Zuckerberg Thanks Staff for Helping Build Future That No Longer Requires Them
MENLO PARK, CA — Meta CEO Mark Zuckerberg thanked thousands of employees this week for their years of service, their tireless commitment to innovation, and most importantly, their direct contributions toward building a technological future in which Meta will apparently need far fewer of them.
The heartfelt message came as the company prepares for a major round of layoffs expected to affect roughly 8,000 workers, or about 10% of its workforce, amid an aggressive push toward AI-driven efficiency. Additional cuts may follow later this year, according to Reuters.
“Every line of code you wrote, every product you shipped, every dataset you organized, every meeting you sat through while wondering whether this was all leading somewhere — it was,” Zuckerberg said in a companywide memo. “It was leading here.”
Executives praised employees for helping train systems that will streamline operations, automate workflows, and make it possible for future versions of Meta to operate with a significantly smaller number of humans asking whether they are still employed.
“This is not a reduction in force,” one senior leader clarified. “This is a celebration of force having successfully reduced itself.”
The company emphasized that workers should take pride in having participated in such an important transition. After all, not every generation gets the opportunity to labor intensely on tools that may eventually be cited in the email explaining why their badge no longer works.
“You didn’t lose your job,” the memo continued. “You completed your role in the innovation lifecycle.”
The layoffs arrive as Meta continues pouring resources into artificial intelligence, with management reportedly framing the cuts as part of a broader efficiency strategy designed to support its AI ambitions. Employees, meanwhile, have recently protested internal mouse-tracking technology they worry could help train automated replacements, adding a grimly convenient layer to the company’s vision of the future.
At a town hall meeting, one employee asked whether Meta saw any contradiction in asking staff to enthusiastically build systems that could eliminate their own positions.

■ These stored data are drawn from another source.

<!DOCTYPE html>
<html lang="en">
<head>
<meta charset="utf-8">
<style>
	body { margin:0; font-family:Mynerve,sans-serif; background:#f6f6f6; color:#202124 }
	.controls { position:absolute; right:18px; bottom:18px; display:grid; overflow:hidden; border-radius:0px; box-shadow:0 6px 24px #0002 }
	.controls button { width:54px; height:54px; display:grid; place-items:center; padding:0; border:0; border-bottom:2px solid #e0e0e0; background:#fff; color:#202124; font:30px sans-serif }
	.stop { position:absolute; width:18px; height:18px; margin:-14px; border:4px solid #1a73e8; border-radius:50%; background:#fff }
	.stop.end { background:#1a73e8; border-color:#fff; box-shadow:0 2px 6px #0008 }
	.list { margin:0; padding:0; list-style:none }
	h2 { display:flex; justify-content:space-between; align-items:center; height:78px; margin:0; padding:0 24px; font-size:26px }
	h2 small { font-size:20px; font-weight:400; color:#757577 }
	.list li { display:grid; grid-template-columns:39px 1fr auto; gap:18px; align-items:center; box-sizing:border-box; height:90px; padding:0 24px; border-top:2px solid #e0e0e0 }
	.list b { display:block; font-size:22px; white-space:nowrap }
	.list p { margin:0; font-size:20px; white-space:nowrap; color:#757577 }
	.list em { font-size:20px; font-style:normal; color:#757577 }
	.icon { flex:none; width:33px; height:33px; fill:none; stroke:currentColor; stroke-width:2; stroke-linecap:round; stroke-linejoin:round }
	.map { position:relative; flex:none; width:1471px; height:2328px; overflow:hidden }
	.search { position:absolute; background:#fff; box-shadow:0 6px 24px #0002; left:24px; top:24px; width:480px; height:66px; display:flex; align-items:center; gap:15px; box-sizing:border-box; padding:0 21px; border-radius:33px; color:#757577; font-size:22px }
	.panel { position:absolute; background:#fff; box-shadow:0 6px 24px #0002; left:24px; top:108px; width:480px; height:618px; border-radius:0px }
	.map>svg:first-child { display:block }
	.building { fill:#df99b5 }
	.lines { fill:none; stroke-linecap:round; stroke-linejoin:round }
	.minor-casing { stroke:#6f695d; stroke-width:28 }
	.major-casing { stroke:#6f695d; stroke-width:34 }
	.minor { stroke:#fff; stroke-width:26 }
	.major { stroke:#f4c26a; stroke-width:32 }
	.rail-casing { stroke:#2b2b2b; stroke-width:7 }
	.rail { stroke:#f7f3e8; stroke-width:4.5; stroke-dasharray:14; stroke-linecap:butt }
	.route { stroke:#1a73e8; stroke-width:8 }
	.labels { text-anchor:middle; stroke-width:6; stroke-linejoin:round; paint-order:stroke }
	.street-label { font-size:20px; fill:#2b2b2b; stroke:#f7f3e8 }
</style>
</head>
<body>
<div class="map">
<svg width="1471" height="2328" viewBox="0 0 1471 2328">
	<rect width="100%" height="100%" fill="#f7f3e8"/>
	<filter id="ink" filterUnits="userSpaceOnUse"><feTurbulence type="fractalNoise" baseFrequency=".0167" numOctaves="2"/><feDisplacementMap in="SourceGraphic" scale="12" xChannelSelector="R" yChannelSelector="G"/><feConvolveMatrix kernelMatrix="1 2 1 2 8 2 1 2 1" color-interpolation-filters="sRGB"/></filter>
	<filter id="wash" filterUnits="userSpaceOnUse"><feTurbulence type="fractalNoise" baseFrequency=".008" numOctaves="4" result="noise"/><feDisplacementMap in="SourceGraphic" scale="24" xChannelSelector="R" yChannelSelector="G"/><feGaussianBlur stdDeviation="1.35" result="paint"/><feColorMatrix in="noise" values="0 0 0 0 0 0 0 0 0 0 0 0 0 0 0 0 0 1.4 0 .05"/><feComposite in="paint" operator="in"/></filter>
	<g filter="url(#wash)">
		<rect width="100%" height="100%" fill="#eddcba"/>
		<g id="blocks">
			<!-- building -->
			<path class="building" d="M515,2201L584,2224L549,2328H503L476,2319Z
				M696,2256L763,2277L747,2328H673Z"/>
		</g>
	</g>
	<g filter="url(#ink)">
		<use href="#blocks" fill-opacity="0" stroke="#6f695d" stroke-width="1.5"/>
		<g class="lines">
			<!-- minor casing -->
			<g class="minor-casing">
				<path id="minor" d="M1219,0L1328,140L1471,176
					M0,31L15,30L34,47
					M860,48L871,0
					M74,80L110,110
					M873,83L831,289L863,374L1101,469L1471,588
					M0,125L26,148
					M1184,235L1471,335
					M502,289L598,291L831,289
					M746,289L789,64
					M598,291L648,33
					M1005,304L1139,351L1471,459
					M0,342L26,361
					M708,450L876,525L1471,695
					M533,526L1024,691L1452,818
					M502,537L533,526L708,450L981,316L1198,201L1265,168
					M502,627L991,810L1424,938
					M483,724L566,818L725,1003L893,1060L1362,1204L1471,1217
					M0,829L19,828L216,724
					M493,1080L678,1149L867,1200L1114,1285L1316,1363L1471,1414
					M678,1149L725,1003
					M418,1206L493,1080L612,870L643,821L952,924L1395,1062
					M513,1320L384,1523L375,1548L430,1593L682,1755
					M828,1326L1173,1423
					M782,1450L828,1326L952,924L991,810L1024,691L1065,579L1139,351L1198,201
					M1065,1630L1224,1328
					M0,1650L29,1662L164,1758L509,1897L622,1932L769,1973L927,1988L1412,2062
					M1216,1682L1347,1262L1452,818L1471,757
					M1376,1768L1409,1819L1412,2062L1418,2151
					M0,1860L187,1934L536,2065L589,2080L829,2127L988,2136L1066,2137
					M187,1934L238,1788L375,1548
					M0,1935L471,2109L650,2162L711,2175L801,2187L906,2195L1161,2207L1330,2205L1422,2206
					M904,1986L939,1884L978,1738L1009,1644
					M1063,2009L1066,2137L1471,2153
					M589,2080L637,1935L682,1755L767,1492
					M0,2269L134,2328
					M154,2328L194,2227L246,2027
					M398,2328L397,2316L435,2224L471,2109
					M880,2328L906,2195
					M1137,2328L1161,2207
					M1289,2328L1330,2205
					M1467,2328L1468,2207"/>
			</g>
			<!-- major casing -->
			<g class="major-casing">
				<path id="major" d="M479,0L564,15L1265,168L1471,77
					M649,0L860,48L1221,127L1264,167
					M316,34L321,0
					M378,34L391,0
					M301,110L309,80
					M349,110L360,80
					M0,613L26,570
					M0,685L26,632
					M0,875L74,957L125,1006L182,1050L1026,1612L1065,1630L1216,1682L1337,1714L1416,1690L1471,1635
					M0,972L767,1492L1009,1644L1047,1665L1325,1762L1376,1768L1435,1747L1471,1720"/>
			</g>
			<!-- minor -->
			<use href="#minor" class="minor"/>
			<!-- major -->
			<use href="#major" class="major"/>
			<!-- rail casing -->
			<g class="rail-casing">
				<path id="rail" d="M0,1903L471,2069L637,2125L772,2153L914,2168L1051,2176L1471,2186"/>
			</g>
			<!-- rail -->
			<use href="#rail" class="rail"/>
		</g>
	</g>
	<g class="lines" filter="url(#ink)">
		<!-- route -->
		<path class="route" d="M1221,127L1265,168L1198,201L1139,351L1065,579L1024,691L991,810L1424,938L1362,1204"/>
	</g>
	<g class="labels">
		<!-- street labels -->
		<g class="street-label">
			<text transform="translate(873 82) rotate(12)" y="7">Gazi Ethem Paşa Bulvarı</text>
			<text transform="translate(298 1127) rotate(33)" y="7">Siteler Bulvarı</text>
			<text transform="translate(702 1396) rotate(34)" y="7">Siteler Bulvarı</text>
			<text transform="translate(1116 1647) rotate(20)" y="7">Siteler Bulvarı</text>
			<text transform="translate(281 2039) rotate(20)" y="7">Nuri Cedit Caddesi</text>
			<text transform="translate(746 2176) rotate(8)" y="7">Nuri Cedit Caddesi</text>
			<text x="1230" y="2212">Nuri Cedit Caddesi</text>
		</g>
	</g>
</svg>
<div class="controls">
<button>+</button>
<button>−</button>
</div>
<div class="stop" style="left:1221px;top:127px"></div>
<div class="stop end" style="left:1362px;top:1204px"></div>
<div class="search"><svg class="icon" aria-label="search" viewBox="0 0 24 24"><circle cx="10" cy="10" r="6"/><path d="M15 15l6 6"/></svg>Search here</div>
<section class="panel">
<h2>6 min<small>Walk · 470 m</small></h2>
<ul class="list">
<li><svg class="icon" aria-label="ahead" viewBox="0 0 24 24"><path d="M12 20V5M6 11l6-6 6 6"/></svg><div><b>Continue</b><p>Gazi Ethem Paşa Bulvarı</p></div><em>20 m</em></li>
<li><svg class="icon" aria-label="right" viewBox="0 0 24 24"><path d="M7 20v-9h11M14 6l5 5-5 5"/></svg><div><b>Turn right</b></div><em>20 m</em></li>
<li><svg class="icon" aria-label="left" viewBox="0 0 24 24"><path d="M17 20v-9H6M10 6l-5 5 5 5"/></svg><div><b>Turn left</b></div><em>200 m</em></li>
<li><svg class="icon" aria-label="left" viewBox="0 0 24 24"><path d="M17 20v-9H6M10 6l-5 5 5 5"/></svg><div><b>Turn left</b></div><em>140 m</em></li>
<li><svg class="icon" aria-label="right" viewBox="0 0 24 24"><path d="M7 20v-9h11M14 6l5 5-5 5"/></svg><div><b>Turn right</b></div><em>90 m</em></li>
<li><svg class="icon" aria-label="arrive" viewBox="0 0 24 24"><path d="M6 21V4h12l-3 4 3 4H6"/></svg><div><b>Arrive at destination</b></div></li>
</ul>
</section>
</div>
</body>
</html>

“Not at all,” a vice president replied. “We see it as alignment.”
Human Resources later distributed a transition guide titled “Your Impact Was Real, Even If Your Access Has Been Revoked,” encouraging affected employees to update their résumés with phrases like “contributed to transformational AI strategy” and “helped accelerate personal career surprise.”
Zuckerberg closed his message on an optimistic note, assuring departing workers that Meta remains deeply committed to human connection.
“Especially,” he added, “between former employees and recruiters.”